WHAT TO DO
Go through the data and copy each line that holds "stream".

Stored data entries

---

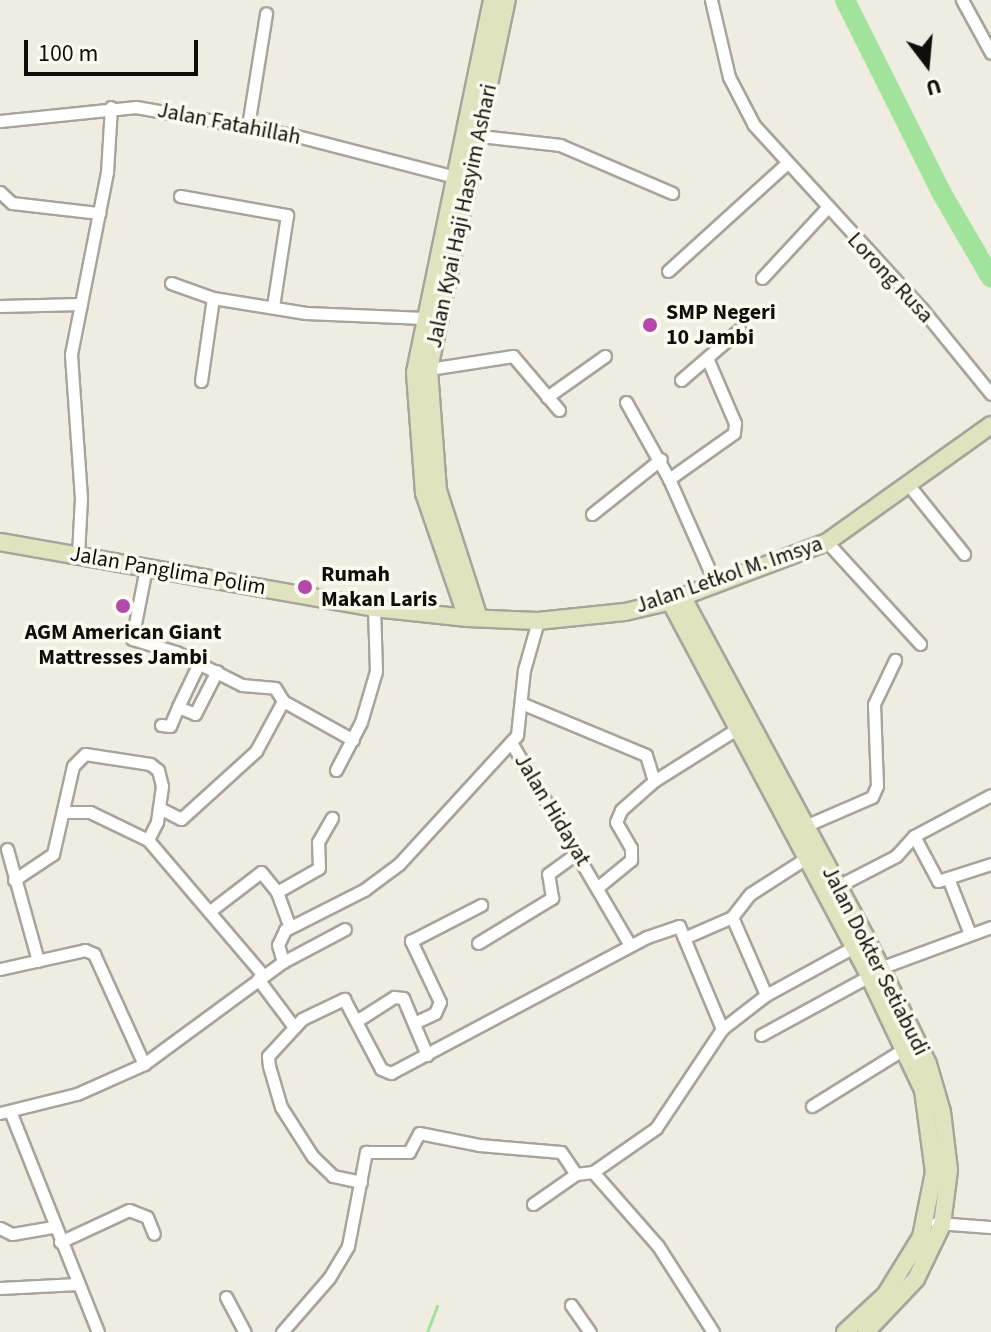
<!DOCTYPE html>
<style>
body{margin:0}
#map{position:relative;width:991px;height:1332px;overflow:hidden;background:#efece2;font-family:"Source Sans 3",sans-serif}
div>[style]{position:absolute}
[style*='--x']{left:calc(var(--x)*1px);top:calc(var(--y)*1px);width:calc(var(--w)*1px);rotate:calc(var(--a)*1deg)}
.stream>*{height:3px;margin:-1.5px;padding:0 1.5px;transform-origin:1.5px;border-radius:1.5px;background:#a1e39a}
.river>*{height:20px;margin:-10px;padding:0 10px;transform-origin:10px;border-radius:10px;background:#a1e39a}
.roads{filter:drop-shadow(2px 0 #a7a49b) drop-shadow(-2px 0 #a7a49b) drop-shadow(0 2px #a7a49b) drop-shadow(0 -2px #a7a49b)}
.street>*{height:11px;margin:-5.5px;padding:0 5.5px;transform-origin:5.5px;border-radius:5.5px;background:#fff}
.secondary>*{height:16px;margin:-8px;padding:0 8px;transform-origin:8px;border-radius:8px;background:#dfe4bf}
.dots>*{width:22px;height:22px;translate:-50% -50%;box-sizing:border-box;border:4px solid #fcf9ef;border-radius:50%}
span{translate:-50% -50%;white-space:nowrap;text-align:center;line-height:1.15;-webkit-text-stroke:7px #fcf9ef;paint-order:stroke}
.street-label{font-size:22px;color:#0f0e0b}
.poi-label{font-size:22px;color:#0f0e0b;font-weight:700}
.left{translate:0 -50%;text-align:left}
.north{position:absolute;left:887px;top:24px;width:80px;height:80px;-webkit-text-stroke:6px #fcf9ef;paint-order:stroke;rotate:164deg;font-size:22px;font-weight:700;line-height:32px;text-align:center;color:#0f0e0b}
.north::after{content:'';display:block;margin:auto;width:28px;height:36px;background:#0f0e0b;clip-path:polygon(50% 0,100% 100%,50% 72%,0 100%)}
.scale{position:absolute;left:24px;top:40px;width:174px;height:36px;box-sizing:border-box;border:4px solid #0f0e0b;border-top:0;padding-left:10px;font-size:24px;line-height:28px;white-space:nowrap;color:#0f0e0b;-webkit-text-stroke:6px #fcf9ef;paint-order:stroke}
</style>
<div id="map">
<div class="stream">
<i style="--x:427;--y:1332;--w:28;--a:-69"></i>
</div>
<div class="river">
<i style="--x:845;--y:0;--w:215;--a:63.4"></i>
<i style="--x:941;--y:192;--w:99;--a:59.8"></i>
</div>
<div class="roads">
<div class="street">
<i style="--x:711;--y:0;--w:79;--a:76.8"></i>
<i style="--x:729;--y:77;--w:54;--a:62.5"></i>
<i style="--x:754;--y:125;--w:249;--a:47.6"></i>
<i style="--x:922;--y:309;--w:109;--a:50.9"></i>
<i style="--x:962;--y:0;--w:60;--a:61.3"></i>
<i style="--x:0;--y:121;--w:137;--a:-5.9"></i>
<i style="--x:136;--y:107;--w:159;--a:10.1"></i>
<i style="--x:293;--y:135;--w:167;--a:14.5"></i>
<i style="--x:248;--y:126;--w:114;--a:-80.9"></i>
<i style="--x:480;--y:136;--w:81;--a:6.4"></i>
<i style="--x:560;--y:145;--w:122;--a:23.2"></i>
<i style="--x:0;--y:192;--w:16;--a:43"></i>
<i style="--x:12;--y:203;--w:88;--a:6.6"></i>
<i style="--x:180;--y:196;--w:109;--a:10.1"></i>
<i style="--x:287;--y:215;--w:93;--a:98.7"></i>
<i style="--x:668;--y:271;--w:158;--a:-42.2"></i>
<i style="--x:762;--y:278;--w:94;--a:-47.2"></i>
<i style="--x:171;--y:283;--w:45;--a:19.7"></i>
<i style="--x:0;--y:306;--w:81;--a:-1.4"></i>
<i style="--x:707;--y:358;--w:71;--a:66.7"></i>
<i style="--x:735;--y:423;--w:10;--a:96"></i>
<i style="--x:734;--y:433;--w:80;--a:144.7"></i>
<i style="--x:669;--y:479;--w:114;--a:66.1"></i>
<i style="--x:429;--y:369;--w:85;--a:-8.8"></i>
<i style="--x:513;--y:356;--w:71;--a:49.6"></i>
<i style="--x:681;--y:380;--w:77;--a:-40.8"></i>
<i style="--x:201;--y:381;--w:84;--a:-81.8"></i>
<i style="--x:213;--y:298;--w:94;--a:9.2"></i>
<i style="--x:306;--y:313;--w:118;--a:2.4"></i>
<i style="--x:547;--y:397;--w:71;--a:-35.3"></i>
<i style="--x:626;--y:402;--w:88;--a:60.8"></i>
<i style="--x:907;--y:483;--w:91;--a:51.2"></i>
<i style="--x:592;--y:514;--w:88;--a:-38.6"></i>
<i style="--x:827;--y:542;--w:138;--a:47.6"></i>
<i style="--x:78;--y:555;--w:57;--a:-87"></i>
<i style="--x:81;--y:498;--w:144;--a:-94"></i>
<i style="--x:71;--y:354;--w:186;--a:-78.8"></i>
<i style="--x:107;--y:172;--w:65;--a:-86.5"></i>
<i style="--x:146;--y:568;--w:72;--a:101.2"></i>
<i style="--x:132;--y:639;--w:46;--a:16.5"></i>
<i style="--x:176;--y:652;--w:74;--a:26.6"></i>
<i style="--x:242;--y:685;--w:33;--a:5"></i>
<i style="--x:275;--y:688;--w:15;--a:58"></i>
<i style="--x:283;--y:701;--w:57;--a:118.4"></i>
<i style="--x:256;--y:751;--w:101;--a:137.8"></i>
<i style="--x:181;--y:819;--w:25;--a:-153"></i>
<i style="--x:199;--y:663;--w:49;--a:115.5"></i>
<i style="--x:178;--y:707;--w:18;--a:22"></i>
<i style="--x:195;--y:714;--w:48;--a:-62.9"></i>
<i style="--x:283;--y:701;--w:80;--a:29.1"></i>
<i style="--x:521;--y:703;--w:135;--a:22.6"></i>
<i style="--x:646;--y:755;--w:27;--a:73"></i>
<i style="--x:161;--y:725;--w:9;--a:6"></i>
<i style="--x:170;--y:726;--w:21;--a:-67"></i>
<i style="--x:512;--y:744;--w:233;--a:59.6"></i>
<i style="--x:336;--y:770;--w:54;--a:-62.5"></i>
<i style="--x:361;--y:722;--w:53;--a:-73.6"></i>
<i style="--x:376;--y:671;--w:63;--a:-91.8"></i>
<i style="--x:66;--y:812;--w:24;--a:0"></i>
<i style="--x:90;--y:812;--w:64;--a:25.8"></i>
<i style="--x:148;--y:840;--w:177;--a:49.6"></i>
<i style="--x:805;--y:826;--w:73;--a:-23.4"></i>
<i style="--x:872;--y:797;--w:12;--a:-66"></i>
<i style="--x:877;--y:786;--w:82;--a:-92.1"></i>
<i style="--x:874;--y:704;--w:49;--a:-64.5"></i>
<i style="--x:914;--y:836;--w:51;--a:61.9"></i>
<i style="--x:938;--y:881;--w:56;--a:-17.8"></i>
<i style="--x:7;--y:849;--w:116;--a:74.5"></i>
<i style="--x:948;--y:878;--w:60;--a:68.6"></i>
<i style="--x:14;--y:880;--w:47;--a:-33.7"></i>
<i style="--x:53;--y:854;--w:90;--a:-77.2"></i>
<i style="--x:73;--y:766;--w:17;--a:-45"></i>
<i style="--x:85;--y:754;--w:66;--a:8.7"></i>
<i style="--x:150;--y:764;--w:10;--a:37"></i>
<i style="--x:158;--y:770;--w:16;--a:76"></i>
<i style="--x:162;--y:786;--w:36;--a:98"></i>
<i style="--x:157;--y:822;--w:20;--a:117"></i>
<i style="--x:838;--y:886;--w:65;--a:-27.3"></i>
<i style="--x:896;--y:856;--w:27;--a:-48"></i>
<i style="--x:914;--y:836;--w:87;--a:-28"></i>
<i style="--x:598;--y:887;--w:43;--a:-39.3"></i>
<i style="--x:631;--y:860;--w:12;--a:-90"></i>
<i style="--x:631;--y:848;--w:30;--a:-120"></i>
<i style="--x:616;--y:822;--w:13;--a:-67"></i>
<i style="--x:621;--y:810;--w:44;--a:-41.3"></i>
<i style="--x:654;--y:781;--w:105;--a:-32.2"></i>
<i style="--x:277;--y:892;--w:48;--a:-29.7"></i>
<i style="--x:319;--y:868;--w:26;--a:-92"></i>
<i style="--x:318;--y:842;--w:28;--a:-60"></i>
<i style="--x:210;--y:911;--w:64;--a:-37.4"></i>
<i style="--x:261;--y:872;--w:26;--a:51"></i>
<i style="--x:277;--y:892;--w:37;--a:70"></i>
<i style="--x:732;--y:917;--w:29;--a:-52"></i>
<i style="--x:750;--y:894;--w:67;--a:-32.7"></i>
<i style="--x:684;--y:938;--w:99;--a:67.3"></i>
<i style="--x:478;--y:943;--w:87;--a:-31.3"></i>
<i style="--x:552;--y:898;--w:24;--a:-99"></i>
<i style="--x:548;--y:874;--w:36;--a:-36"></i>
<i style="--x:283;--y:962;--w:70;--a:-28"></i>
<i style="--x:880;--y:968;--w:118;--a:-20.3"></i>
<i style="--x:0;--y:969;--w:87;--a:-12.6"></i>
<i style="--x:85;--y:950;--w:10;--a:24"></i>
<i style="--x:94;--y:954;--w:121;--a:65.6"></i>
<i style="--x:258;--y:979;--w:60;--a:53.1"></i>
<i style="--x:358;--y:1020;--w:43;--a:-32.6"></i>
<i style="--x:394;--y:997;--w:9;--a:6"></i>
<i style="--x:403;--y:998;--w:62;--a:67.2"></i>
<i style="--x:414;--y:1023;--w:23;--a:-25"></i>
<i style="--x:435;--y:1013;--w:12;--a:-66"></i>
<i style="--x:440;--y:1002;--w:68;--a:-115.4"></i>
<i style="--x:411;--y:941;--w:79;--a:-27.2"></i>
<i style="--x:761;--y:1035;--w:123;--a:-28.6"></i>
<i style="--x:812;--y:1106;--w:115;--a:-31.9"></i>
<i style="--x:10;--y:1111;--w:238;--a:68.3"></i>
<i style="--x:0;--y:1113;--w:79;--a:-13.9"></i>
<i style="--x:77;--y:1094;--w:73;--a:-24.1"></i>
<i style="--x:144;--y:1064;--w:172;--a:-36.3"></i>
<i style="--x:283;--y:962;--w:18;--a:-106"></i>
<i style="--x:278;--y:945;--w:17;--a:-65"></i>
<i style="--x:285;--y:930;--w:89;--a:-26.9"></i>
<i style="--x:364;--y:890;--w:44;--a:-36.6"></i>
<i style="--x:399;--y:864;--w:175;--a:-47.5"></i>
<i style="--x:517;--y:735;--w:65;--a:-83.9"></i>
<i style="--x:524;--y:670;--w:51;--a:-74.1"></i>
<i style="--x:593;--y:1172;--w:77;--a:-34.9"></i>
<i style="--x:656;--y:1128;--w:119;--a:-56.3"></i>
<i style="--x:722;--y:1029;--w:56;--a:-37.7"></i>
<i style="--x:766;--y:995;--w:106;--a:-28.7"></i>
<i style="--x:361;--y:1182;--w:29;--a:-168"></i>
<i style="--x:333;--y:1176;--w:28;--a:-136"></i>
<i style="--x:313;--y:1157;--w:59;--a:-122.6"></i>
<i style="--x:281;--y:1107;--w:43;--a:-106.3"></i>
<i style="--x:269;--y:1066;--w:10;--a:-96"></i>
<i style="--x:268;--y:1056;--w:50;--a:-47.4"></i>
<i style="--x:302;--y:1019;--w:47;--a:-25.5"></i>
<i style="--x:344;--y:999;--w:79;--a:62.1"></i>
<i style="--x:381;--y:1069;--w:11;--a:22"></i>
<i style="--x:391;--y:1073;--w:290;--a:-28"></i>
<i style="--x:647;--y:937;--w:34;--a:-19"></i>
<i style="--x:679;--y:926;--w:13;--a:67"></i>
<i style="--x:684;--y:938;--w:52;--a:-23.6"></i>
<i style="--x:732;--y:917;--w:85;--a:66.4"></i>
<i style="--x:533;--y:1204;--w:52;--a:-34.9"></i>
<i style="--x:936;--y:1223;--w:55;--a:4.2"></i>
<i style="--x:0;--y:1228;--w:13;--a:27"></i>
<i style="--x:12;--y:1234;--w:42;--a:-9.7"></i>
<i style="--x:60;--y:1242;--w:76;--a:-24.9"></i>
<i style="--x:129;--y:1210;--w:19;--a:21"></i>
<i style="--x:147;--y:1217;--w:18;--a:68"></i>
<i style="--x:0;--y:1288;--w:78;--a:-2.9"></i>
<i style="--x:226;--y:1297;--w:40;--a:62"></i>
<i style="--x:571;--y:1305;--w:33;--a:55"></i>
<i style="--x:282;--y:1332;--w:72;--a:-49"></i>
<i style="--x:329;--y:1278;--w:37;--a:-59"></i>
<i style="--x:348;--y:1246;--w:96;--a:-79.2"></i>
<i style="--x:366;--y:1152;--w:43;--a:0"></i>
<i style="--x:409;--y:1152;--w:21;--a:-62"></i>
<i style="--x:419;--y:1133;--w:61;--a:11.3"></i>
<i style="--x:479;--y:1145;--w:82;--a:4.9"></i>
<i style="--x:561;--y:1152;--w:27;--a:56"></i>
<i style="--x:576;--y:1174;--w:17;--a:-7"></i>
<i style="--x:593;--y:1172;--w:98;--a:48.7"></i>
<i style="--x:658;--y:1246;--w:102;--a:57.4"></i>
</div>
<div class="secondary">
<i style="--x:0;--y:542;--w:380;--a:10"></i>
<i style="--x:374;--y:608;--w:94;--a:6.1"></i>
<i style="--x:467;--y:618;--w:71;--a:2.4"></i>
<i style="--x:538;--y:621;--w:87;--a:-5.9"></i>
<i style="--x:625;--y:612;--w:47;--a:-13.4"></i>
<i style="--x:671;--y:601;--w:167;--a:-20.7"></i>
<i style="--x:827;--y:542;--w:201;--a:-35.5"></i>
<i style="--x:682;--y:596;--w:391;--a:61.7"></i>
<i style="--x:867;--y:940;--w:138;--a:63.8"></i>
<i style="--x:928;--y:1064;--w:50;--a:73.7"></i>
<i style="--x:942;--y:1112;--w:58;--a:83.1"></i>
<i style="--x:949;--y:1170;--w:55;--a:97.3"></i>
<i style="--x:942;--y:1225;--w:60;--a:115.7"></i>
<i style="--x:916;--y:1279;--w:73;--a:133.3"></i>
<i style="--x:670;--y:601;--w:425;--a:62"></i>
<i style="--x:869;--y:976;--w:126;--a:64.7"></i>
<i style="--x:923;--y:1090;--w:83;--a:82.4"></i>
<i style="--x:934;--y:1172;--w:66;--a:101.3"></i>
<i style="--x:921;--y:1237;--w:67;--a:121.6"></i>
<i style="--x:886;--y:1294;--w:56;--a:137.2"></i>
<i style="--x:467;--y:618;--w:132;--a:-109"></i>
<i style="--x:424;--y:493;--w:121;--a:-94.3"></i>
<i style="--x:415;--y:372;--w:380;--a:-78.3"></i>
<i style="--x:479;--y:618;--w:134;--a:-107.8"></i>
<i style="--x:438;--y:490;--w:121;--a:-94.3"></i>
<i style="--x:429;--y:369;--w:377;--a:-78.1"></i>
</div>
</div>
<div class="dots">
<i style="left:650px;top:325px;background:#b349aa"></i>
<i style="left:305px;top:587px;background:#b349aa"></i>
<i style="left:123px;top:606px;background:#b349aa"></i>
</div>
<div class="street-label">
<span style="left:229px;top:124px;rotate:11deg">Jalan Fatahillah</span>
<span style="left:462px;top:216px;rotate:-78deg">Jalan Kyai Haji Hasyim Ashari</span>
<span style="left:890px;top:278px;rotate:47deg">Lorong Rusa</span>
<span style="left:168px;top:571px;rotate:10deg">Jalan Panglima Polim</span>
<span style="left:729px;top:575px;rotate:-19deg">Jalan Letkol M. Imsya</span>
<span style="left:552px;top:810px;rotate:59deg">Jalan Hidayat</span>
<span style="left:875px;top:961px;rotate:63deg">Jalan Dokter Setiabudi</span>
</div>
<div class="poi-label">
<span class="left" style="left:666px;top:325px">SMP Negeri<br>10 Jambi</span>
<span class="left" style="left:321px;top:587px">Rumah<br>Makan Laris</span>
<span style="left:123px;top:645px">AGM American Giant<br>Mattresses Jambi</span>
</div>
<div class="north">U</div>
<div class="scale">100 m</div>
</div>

---

WRITTEN RESPONSE
.stream>*{height:3px;margin:-1.5px;padding:0 1.5px;transform-origin:1.5px;border-radius:1.5px;background:#a1e39a}
<div class="stream">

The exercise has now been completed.